» Material for the task:
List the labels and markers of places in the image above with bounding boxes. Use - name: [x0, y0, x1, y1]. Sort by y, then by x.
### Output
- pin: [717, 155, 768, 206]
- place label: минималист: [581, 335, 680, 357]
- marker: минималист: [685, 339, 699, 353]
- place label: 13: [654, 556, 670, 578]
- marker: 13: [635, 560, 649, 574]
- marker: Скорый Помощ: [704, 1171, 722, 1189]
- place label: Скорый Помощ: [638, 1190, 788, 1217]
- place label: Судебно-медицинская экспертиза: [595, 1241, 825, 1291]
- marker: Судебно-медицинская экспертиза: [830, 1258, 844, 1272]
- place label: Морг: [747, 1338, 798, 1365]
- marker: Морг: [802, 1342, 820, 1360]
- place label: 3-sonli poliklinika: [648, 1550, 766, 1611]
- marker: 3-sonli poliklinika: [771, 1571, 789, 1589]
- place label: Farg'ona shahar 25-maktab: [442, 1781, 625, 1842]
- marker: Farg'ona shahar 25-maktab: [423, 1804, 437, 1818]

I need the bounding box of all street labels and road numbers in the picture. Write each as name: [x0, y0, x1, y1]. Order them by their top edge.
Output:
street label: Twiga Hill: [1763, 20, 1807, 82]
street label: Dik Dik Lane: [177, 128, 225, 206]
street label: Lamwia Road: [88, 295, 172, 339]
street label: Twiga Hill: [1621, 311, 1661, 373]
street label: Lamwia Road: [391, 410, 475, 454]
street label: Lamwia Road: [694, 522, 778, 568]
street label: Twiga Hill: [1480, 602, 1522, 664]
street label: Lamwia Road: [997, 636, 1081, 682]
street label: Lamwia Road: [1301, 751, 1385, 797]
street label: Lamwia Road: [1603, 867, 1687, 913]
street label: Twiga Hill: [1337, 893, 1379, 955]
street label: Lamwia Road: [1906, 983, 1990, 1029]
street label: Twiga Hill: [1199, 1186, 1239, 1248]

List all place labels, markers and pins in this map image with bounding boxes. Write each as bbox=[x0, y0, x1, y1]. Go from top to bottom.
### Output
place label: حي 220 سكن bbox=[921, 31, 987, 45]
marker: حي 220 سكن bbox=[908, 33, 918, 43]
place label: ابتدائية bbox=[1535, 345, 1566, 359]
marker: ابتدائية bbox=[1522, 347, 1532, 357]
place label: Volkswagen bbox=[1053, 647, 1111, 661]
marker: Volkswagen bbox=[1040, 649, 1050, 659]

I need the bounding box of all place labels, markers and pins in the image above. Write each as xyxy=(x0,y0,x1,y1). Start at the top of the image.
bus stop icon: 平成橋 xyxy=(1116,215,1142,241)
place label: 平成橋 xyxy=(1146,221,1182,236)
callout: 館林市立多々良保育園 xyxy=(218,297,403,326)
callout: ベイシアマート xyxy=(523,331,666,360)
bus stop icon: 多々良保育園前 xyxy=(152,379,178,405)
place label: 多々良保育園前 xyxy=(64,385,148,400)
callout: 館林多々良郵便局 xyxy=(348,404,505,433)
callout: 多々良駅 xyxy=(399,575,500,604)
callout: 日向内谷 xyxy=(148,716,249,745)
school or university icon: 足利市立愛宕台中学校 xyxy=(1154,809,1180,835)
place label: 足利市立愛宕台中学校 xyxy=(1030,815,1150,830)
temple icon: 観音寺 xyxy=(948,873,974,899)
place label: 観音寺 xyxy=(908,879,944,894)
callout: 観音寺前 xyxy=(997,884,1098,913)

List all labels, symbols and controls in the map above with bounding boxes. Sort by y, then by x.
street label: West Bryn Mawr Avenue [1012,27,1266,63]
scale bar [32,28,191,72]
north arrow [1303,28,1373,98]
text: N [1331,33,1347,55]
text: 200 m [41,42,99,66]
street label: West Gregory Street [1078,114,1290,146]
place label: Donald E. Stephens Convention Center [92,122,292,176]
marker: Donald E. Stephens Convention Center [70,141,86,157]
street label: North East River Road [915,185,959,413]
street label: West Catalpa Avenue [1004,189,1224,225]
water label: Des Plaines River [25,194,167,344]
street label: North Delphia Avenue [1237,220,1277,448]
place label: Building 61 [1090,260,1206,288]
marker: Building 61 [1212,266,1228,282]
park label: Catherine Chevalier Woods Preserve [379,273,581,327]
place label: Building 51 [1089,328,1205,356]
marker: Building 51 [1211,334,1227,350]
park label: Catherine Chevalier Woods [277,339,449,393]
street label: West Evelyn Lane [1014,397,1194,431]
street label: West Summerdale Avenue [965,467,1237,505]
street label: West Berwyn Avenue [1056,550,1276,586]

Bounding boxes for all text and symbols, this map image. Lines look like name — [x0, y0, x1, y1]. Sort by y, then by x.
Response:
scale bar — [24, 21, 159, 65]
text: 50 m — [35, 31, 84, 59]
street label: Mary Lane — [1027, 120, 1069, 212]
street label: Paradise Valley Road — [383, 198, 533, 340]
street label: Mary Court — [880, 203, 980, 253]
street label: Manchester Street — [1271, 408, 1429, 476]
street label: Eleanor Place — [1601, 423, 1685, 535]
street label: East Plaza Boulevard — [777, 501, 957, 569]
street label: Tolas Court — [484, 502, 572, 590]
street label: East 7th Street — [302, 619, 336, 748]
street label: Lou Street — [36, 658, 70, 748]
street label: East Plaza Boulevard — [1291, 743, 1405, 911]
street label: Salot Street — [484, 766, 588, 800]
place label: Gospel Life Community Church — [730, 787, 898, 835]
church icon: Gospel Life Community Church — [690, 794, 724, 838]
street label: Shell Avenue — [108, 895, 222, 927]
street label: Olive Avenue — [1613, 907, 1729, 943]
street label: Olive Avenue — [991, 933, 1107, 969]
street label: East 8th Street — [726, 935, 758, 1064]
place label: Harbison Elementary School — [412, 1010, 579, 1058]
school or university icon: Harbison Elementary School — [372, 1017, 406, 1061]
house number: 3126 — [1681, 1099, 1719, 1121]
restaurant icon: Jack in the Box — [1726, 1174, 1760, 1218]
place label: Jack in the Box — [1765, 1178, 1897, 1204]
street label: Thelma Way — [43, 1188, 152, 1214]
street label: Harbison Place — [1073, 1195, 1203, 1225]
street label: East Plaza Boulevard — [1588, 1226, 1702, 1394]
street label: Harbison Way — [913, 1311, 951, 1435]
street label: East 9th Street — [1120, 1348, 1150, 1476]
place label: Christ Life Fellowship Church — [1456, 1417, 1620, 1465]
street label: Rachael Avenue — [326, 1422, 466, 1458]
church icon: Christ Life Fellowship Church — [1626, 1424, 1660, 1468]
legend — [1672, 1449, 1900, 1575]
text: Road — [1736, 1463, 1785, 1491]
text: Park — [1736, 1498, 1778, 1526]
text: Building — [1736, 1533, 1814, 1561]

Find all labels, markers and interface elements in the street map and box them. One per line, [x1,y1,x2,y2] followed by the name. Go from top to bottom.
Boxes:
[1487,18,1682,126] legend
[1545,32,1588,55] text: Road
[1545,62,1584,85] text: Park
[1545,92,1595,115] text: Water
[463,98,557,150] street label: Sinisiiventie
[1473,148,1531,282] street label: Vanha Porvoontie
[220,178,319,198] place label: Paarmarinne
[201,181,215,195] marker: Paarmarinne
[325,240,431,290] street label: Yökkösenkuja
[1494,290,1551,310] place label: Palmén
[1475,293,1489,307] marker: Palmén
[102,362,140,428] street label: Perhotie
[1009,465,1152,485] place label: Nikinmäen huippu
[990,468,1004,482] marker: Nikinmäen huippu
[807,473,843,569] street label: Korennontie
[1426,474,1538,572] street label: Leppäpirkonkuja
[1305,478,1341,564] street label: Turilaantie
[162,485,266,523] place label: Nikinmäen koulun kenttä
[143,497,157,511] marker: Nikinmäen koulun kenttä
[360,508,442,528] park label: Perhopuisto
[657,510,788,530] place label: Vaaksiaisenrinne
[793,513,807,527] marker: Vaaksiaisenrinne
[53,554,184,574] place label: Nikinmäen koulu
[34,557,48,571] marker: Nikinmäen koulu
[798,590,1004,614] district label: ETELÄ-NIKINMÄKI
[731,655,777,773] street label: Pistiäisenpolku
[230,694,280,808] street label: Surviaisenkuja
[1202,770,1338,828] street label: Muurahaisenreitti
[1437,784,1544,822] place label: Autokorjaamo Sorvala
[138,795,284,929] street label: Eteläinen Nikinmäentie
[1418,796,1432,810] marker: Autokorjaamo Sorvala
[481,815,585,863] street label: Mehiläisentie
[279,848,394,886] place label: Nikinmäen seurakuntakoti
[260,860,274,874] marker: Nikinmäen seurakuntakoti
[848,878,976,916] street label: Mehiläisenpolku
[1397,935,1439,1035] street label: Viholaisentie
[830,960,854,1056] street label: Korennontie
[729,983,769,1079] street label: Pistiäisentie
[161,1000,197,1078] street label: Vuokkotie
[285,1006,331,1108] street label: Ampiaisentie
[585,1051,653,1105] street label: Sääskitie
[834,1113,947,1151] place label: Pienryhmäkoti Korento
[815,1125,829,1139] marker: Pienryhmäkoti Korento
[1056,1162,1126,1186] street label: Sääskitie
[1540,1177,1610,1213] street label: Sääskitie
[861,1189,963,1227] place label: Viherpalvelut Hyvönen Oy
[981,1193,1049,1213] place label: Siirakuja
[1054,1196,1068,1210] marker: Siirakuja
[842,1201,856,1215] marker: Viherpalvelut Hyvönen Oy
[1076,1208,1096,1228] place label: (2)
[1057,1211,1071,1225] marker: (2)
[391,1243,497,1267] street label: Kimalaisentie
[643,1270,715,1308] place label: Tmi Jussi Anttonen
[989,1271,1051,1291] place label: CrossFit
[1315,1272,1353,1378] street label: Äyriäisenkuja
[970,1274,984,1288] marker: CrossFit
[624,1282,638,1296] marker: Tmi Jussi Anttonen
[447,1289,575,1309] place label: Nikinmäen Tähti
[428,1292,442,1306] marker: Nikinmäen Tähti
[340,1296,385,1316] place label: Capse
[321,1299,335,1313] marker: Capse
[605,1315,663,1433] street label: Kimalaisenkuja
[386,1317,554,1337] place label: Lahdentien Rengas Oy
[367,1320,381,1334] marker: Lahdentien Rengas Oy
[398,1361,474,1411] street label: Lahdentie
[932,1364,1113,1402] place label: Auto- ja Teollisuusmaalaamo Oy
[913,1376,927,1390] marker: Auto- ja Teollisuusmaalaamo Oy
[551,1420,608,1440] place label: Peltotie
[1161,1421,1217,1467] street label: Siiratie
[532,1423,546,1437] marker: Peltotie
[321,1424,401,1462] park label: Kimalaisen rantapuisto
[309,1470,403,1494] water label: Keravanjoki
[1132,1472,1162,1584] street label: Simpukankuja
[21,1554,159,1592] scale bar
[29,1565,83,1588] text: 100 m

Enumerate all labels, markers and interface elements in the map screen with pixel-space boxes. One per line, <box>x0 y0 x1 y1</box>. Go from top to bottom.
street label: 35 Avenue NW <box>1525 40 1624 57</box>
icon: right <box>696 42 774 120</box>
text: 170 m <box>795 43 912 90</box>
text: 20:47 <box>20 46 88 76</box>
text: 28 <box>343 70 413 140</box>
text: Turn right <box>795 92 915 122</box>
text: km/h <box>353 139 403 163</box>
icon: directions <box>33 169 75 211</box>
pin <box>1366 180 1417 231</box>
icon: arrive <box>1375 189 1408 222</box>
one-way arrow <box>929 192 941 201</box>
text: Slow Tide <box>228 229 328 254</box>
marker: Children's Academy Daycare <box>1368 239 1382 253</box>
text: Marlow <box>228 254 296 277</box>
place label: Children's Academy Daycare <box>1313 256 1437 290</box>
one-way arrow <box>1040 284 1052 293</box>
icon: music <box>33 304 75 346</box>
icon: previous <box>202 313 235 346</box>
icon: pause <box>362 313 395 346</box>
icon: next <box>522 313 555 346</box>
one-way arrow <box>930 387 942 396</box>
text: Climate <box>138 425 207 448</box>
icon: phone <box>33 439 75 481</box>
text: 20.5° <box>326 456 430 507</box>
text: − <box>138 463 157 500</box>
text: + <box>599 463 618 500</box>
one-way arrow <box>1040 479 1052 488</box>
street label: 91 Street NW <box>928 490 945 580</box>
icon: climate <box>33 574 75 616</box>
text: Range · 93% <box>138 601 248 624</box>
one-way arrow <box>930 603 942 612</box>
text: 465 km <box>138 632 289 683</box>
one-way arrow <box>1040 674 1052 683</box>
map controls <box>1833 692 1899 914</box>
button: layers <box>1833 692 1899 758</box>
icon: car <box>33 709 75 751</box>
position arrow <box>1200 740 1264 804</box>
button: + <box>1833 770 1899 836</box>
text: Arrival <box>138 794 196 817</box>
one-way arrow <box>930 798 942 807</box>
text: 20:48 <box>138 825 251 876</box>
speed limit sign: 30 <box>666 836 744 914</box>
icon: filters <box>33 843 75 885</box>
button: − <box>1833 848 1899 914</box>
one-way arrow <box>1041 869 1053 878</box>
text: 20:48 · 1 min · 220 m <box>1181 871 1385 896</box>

» Task objective: Using the entries above, work out the number of lines that hold the word "kenttä" and write it with no other words.

» Your solution: 2